[Records shown Boundary: Start]
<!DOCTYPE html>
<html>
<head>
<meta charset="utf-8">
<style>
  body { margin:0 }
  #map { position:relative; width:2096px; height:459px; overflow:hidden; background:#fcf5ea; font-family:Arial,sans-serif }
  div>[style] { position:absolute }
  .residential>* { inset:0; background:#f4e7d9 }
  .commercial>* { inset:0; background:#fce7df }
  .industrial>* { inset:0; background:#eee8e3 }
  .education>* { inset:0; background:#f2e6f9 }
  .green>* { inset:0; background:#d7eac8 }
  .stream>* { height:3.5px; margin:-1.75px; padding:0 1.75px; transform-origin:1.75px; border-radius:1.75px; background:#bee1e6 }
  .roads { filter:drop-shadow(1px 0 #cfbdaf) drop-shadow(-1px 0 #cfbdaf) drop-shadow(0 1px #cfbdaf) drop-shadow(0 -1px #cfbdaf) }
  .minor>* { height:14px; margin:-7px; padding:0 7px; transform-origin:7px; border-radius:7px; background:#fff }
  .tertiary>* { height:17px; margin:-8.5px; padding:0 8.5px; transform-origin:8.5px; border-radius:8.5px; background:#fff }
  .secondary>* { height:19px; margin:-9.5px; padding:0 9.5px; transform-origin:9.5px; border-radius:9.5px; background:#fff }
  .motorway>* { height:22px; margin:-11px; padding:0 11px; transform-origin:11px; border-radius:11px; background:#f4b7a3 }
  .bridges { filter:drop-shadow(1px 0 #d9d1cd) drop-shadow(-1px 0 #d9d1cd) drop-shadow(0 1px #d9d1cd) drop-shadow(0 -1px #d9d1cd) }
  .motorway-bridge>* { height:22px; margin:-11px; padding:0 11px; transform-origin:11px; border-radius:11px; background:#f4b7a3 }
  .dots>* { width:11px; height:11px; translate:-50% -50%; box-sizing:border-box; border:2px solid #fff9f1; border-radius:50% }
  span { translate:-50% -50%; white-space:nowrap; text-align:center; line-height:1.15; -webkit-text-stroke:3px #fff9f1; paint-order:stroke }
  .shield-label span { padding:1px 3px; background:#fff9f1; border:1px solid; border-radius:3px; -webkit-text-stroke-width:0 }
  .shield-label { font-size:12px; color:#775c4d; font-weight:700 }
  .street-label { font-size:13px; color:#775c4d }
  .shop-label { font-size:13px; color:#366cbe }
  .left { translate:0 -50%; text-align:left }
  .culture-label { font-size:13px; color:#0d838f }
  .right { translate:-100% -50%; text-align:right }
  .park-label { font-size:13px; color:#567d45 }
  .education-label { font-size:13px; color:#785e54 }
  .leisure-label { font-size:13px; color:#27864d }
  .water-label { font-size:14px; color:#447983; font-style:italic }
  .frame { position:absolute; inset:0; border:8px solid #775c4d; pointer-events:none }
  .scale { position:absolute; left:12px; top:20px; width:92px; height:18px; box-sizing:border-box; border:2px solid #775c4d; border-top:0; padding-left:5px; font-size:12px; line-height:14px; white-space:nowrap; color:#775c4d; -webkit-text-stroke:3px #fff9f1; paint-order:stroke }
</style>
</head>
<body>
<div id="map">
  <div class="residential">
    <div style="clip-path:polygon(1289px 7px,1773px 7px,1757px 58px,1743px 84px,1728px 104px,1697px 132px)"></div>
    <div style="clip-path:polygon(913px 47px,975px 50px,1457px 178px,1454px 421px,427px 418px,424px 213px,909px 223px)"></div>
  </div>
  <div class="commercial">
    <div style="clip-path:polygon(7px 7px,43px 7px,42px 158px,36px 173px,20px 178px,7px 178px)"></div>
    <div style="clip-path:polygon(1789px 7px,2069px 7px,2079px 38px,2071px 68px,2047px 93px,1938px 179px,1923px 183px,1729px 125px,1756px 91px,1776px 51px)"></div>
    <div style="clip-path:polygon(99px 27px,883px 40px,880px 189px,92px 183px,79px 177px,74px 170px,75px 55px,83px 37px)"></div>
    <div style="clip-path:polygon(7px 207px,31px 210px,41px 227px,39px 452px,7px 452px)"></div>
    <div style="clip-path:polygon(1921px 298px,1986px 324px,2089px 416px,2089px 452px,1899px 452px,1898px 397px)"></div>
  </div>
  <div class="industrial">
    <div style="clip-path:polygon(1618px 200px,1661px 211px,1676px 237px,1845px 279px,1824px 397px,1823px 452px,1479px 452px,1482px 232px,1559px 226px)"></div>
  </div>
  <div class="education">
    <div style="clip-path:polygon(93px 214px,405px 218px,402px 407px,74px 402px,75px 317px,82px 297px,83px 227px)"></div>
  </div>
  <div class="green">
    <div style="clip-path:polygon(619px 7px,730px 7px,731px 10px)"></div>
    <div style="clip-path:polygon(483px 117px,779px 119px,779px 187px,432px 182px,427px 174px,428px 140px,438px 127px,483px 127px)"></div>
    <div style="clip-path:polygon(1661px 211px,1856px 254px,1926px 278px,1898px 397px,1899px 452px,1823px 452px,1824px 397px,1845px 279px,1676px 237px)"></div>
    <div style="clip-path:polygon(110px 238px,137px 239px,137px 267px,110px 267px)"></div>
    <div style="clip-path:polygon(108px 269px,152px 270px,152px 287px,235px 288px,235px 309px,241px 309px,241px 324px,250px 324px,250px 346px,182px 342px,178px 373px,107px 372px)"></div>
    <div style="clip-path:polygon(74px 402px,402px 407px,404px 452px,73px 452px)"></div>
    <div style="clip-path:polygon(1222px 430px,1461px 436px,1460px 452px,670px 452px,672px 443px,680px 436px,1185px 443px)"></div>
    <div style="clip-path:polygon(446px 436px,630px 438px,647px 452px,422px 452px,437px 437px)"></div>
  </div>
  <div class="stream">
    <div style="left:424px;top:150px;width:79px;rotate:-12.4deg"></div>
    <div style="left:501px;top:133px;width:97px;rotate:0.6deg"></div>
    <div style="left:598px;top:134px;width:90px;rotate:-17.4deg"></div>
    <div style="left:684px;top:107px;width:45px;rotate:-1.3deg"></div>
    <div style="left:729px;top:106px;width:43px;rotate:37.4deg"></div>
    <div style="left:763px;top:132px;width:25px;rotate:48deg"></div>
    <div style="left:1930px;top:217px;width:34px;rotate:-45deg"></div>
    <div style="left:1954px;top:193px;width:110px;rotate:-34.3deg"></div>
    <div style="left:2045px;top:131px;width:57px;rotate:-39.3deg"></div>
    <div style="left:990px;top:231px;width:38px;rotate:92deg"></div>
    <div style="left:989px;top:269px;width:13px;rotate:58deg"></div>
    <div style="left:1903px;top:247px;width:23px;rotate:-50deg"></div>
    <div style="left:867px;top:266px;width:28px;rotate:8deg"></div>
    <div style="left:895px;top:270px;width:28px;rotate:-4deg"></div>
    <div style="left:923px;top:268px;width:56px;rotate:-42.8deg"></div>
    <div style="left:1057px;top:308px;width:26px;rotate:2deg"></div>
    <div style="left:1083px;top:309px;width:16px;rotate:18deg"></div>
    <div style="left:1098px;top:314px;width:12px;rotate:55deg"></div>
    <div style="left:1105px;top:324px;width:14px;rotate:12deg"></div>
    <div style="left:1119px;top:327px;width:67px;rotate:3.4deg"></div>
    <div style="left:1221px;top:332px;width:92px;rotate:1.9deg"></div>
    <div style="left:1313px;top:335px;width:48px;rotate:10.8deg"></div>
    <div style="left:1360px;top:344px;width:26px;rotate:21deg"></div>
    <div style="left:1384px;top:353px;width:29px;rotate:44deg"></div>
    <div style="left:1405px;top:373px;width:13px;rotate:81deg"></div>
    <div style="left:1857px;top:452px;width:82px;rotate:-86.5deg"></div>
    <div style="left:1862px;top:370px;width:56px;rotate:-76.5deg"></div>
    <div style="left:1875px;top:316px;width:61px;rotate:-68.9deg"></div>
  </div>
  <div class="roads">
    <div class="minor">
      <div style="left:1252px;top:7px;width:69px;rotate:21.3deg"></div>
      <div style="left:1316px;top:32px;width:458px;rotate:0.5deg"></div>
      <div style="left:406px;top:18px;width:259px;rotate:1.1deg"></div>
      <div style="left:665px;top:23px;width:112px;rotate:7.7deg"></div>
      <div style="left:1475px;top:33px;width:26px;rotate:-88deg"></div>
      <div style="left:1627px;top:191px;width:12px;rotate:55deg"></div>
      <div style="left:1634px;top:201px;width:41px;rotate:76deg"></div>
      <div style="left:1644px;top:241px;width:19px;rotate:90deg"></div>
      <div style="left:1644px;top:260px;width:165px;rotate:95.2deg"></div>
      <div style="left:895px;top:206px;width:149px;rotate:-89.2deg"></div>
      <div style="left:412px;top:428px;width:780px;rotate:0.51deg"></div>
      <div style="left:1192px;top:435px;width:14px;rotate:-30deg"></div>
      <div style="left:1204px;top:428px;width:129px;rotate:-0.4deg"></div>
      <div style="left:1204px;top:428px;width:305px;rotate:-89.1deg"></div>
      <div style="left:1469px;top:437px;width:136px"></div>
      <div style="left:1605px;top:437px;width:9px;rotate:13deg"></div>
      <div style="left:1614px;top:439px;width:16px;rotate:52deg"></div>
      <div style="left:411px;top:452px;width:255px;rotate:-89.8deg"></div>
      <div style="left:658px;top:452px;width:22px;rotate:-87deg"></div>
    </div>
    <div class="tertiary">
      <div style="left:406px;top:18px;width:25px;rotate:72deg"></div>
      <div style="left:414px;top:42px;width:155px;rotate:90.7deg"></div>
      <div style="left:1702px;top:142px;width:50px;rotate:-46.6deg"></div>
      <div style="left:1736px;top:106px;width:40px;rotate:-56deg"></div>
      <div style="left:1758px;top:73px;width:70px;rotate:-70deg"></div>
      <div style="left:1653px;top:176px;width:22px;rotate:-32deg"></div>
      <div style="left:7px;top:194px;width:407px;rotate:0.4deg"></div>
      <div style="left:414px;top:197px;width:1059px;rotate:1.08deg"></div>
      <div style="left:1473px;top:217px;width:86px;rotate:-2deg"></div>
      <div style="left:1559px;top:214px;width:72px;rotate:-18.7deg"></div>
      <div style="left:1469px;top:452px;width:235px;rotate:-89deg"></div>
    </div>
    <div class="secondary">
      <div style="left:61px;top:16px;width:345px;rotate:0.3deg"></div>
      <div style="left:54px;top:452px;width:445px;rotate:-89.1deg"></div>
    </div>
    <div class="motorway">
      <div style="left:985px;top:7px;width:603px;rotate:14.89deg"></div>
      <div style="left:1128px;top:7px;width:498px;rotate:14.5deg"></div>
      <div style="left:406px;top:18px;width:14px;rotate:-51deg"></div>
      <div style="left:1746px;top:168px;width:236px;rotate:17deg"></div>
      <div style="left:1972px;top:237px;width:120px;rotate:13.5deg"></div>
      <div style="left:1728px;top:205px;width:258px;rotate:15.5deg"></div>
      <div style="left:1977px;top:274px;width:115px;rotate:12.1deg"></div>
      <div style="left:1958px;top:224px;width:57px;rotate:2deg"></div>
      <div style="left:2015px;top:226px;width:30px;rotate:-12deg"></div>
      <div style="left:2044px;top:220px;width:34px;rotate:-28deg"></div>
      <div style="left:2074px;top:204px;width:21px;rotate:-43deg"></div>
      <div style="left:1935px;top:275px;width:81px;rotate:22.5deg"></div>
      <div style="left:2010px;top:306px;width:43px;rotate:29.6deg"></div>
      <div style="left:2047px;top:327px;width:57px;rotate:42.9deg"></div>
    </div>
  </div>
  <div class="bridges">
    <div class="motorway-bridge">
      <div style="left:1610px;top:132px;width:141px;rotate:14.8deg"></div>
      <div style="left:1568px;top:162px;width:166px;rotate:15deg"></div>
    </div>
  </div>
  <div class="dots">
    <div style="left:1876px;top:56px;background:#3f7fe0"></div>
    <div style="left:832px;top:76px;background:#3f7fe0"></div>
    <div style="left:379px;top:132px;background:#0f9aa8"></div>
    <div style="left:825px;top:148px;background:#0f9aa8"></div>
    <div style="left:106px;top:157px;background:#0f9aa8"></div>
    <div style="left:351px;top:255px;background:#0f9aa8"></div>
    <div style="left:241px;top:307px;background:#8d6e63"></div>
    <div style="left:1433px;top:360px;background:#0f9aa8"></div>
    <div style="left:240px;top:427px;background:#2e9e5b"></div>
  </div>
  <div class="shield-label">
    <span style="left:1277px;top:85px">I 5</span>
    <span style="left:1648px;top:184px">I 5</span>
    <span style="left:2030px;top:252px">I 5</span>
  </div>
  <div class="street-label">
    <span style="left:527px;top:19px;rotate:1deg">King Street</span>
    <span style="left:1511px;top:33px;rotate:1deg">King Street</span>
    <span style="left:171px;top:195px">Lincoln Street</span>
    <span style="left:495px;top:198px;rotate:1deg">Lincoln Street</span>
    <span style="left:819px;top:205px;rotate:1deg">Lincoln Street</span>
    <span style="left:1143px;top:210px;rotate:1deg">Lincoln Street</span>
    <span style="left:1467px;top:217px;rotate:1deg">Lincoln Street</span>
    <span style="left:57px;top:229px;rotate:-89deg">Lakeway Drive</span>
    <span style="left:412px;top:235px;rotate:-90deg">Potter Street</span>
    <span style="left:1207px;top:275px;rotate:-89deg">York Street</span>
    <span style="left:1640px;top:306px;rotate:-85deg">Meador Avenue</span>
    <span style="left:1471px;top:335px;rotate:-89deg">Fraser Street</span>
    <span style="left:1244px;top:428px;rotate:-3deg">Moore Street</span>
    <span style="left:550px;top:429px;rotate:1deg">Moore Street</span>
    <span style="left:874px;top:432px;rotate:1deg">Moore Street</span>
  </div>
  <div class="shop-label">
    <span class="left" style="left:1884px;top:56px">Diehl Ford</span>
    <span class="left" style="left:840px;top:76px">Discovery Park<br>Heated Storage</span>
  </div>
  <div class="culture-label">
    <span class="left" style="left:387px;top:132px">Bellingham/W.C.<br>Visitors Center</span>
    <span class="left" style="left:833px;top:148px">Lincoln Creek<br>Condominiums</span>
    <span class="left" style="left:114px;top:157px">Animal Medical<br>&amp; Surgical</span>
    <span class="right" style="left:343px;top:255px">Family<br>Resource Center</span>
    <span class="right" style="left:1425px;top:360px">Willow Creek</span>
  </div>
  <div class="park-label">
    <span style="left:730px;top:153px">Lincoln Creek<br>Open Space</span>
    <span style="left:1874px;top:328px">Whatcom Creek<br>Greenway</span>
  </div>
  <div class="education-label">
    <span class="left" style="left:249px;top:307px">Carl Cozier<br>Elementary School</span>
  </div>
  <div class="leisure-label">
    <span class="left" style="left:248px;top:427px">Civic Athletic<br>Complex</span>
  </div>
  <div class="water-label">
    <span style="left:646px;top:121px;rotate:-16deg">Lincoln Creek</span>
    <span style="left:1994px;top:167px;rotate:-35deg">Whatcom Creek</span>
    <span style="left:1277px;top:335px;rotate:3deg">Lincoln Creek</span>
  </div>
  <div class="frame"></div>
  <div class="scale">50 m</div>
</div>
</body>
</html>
[Records shown Boundary: End]
Task objective:
Say how many lines of the entries above hold the string "stream", and say nothing besides the number.

Your response:
2